Directions for this task ▸ When you reach the line containing "849px,133px 861px,103px 928px,67px" in the entries below, begin reproducing lines exactly, and stop once the line containing "982px,569px 985px,571px 1067px,524px" is done.

____ Data listing

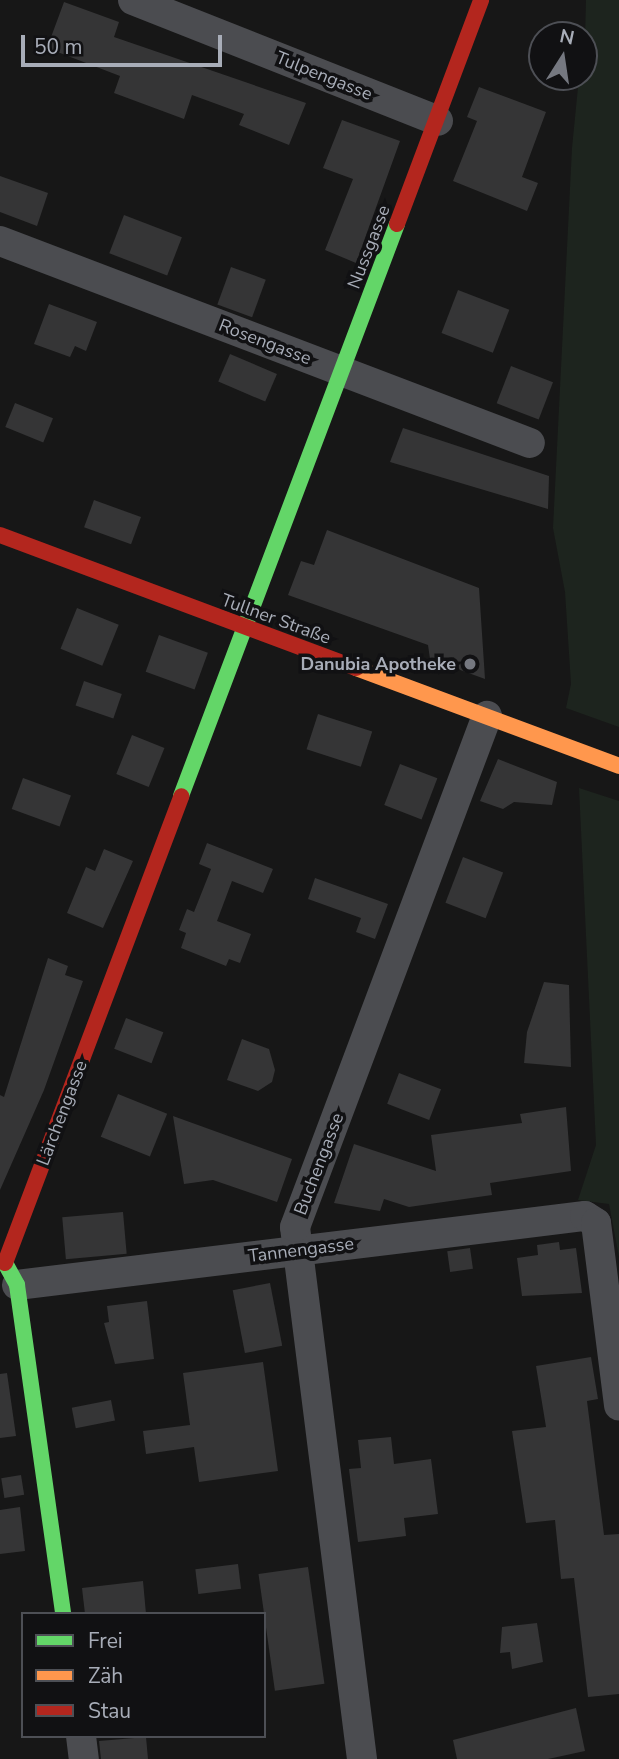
<!DOCTYPE html>
<html>
<head>
<meta charset="utf-8">
<style>
	body { margin:0 }
	#map { position:relative; width:619px; height:1759px; overflow:hidden; background:#171717; font-family:"Nunito Sans",sans-serif }
	div>[style] { position:absolute }
	.green>* { inset:0; background:#1d241e }
	.building>* { inset:0; background:#353536; transform-origin:0 0 }
	.street>* { height:30px; margin:-15px; padding:0 15px; transform-origin:15px; border-radius:15px; background:#4b4c50 }
	.fast>* { height:16px; margin:-8px; padding:0 8px; transform-origin:8px; border-radius:8px; background:#63d668 }
	.slow>* { height:16px; margin:-8px; padding:0 8px; transform-origin:8px; border-radius:8px; background:#ff974d }
	.jam>* { height:16px; margin:-8px; padding:0 8px; transform-origin:8px; border-radius:8px; background:#b3261e }
	.dots>* { width:19px; height:19px; translate:-50% -50%; box-sizing:border-box; border:4px solid #111113; border-radius:50% }
	span { translate:-50% -50%; white-space:nowrap; text-align:center; line-height:1.15; -webkit-text-stroke:7px #111113; paint-order:stroke }
	.street-label { font-size:18px; color:#a8adb8 }
	.poi-label { font-size:18px; color:#a8adb8; font-weight:700 }
	.right { translate:-100% -50%; text-align:right }
	.legend { position:absolute; left:21px; top:1612px; width:245px; height:126px; box-sizing:border-box; background:#111113; border:2px solid #4d4f55; margin:0; padding:9px 12px; list-style:none; font-size:21px; color:#a8adb8 }
	.legend li { display:flex; align-items:center; gap:14px; height:35px }
	.legend b { width:35px; border:2px solid #4d4f55 }
	.north { position:absolute; left:528px; top:21px; width:70px; height:70px; box-sizing:border-box; background:#111113; border:2px solid #4d4f55; border-radius:50%; rotate:12deg; font-size:19px; font-weight:700; line-height:28px; text-align:center; color:#a8adb8 }
	.north::after { content:''; display:block; margin:auto; width:24px; height:32px; background:#757880; clip-path:polygon(50% 0,100% 100%,50% 72%,0 100%) }
	.scale { position:absolute; left:21px; top:35px; width:201px; height:32px; box-sizing:border-box; border:4px solid #a8adb8; border-top:0; padding-left:9px; font-size:21px; line-height:24px; white-space:nowrap; color:#a8adb8; -webkit-text-stroke:5px #111113; paint-order:stroke }
</style>
</head>
<body>
<div id="map">
	<div class="green">
		<div style="clip-path:polygon(586px 0,619px 0,619px 727px,566px 708px,571px 684px,565px 592px,553px 528px,572px 148px,579px 77px,584px 77px)"></div>
		<div style="clip-path:polygon(579px 788px,619px 801px,619px 1257px,609px 1204px,578px 1200px,596px 1145px)"></div>
	</div>
	<div class="building">
		<div style="clip-path:polygon(64px 2px,119px 22px,114px 37px,306px 103px,289px 145px,239px 125px,244px 114px,192px 95px,184px 119px,114px 93px,120px 76px,47px 48px)"></div>
		<div style="clip-path:polygon(479px 87px,546px 112px,522px 177px,538px 183px,527px 211px,453px 181px,477px 121px,467px 117px)"></div>
		<div style="clip-path:polygon(342px 120px,400px 141px,356px 263px,325px 250px,353px 179px,323px 168px)"></div>
		<div style="clip-path:polygon(0 176px,48px 193px,37px 226px,0 212px)"></div>
		<div style="left:124px;top:215px;width:62px;height:41px;rotate:21deg"></div>
		<div style="left:231px;top:267px;width:37px;height:40px;rotate:20deg"></div>
		<div style="left:458px;top:290px;width:55px;height:46px;rotate:21deg"></div>
		<div style="clip-path:polygon(49px 304px,97px 322px,86px 351px,75px 346px,70px 357px,34px 344px)"></div>
		<div style="left:230px;top:354px;width:51px;height:30px;rotate:23deg"></div>
		<div style="left:511px;top:366px;width:45px;height:40px;rotate:21deg"></div>
		<div style="left:15px;top:403px;width:41px;height:26px;rotate:22deg"></div>
		<div style="clip-path:polygon(403px 428px,549px 476px,548px 509px,390px 462px)"></div>
		<div style="left:94px;top:500px;width:50px;height:29px;rotate:20deg"></div>
		<div style="clip-path:polygon(327px 530px,479px 588px,485px 679px,430px 659px,428px 645px,288px 595px,301px 561px,314px 565px)"></div>
		<div style="left:77px;top:608px;width:45px;height:44px;rotate:22deg"></div>
		<div style="left:159px;top:635px;width:52px;height:39px;rotate:20deg"></div>
		<div style="left:84px;top:681px;width:40px;height:26px;rotate:19deg"></div>
		<div style="left:318px;top:714px;width:57px;height:37px;rotate:18deg"></div>
		<div style="left:132px;top:735px;width:35px;height:42px;rotate:22deg"></div>
		<div style="clip-path:polygon(498px 759px,557px 782px,552px 805px,514px 802px,503px 809px,480px 801px)"></div>
		<div style="left:400px;top:764px;width:40px;height:44px;rotate:21deg"></div>
		<div style="left:23px;top:778px;width:51px;height:33px;rotate:20deg"></div>
		<div style="clip-path:polygon(207px 843px,273px 869px,263px 893px,232px 881px,217px 921px,251px 934px,240px 963px,229px 959px,226px 966px,181px 948px,186px 933px,179px 930px,187px 909px,194px 912px,211px 869px,199px 864px)"></div>
		<div style="clip-path:polygon(104px 849px,133px 861px,103px 928px,67px 913px,86px 867px,95px 871px)"></div>
		<div style="left:463px;top:857px;width:43px;height:49px;rotate:21deg"></div>
		<div style="clip-path:polygon(315px 878px,388px 904px,375px 939px,356px 932px,361px 918px,308px 899px)"></div>
		<div style="clip-path:polygon(48px 958px,68px 966px,65px 975px,83px 981px,44px 1090px,0 1190px,0 1095px,4px 1097px)"></div>
		<div style="clip-path:polygon(544px 982px,569px 985px,571px 1067px,524px 1063px,527px 1032px)"></div>
		<div style="left:126px;top:1018px;width:40px;height:33px;rotate:21deg"></div>
		<div style="clip-path:polygon(242px 1039px,269px 1049px,275px 1070px,272px 1082px,258px 1091px,227px 1080px)"></div>
		<div style="left:399px;top:1073px;width:45px;height:33px;rotate:21deg"></div>
		<div style="left:118px;top:1094px;width:53px;height:46px;rotate:22deg"></div>
		<div style="clip-path:polygon(566px 1107px,571px 1171px,490px 1183px,492px 1195px,409px 1207px,384px 1199px,380px 1211px,334px 1203px,354px 1144px,436px 1171px,431px 1135px,522px 1123px,520px 1114px)"></div>
		<div style="clip-path:polygon(173px 1116px,292px 1159px,277px 1202px,213px 1180px,184px 1184px)"></div>
		<div style="left:123px;top:1212px;width:42px;height:61px;rotate:85deg"></div>
		<div style="clip-path:polygon(559px 1242px,560px 1250px,576px 1248px,582px 1293px,522px 1296px,517px 1258px,538px 1255px,537px 1245px)"></div>
		<div style="left:470px;top:1248px;width:21px;height:23px;rotate:82deg"></div>
		<div style="left:270px;top:1283px;width:64px;height:38px;rotate:79deg"></div>
		<div style="clip-path:polygon(147px 1301px,154px 1359px,115px 1364px,104px 1323px,109px 1322px,107px 1306px)"></div>
		<div style="clip-path:polygon(591px 1357px,598px 1399px,587px 1401px,604px 1535px,619px 1534px,619px 1694px,588px 1697px,574px 1578px,561px 1579px,555px 1520px,526px 1523px,512px 1431px,546px 1427px,536px 1366px)"></div>
		<div style="clip-path:polygon(263px 1362px,278px 1471px,199px 1482px,194px 1447px,146px 1454px,143px 1431px,190px 1425px,183px 1373px)"></div>
		<div style="clip-path:polygon(7px 1373px,16px 1436px,0 1438px,0 1374px)"></div>
		<div style="left:111px;top:1400px;width:21px;height:40px;rotate:79deg"></div>
		<div style="clip-path:polygon(391px 1437px,394px 1464px,431px 1459px,438px 1514px,404px 1518px,406px 1536px,358px 1542px,349px 1469px,361px 1468px,358px 1440px)"></div>
		<div style="left:21px;top:1475px;width:20px;height:20px;rotate:81deg"></div>
		<div style="clip-path:polygon(20px 1507px,25px 1551px,0 1554px,0 1510px)"></div>
		<div style="left:238px;top:1564px;width:25px;height:43px;rotate:83deg"></div>
		<div style="left:308px;top:1567px;width:118px;height:50px;rotate:82deg"></div>
		<div style="clip-path:polygon(143px 1581px,146px 1614px,85px 1614px,82px 1588px)"></div>
		<div style="clip-path:polygon(537px 1623px,543px 1662px,512px 1669px,510px 1652px,500px 1653px,502px 1627px)"></div>
		<div style="clip-path:polygon(576px 1708px,585px 1751px,548px 1759px,457px 1759px,453px 1740px)"></div>
		<div style="clip-path:polygon(146px 1737px,148px 1759px,101px 1759px,99px 1741px)"></div>
	</div>
	<div class="street">
		<div style="left:133px;top:0;width:328px;rotate:21.6deg"></div>
		<div style="left:0;top:241px;width:567px;rotate:20.86deg"></div>
		<div style="left:17px;top:1285px;width:572px;rotate:-6.93deg"></div>
		<div style="left:585px;top:1216px;width:13px;rotate:32deg"></div>
		<div style="left:596px;top:1223px;width:184px;rotate:82.8deg"></div>
		<div style="left:81px;top:1736px;width:23px;rotate:83deg"></div>
		<div style="left:362px;top:1759px;width:536px;rotate:-97.18deg"></div>
		<div style="left:295px;top:1227px;width:546px;rotate:-69.41deg"></div>
	</div>
	<div class="fast">
		<div style="left:181px;top:796px;width:611px;rotate:-69.31deg"></div>
		<div style="left:5px;top:1263px;width:25px;rotate:61deg"></div>
		<div style="left:17px;top:1285px;width:332px;rotate:82deg"></div>
	</div>
	<div class="slow">
		<div style="left:356px;top:668px;width:281px;rotate:20.4deg"></div>
	</div>
	<div class="jam">
		<div style="left:397px;top:224px;width:239px;rotate:-69.4deg"></div>
		<div style="left:0;top:535px;width:380px;rotate:20.5deg"></div>
		<div style="left:5px;top:1263px;width:499px;rotate:-69.3deg"></div>
	</div>
	<div class="dots">
		<div style="left:470px;top:664px;background:#757880"></div>
	</div>
	<div class="street-label">
		<span style="left:324px;top:76px;rotate:22deg">Tulpengasse</span>
		<span style="left:369px;top:247px;rotate:-69deg">Nussgasse</span>
		<span style="left:265px;top:342px;rotate:21deg">Rosengasse</span>
		<span style="left:276px;top:619px;rotate:20deg">Tullner Straße</span>
		<span style="left:62px;top:1113px;rotate:-69deg">Lärchengasse</span>
		<span style="left:319px;top:1164px;rotate:-69deg">Buchengasse</span>
		<span style="left:301px;top:1250px;rotate:-7deg">Tannengasse</span>
	</div>
	<div class="poi-label">
		<span class="right" style="left:456px;top:664px">Danubia Apotheke</span>
	</div>
	<ul class="legend">
	<li><b style="height:9px;background:#63d668"></b>Frei</li>
	<li><b style="height:9px;background:#ff974d"></b>Zäh</li>
	<li><b style="height:9px;background:#b3261e"></b>Stau</li>
	</ul>
	<div class="north">N</div>
	<div class="scale">50 m</div>
</div>
</body>
</html>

________

Reply to the task ▸
		<div style="clip-path:polygon(104px 849px,133px 861px,103px 928px,67px 913px,86px 867px,95px 871px)"></div>
		<div style="left:463px;top:857px;width:43px;height:49px;rotate:21deg"></div>
		<div style="clip-path:polygon(315px 878px,388px 904px,375px 939px,356px 932px,361px 918px,308px 899px)"></div>
		<div style="clip-path:polygon(48px 958px,68px 966px,65px 975px,83px 981px,44px 1090px,0 1190px,0 1095px,4px 1097px)"></div>
		<div style="clip-path:polygon(544px 982px,569px 985px,571px 1067px,524px 1063px,527px 1032px)"></div>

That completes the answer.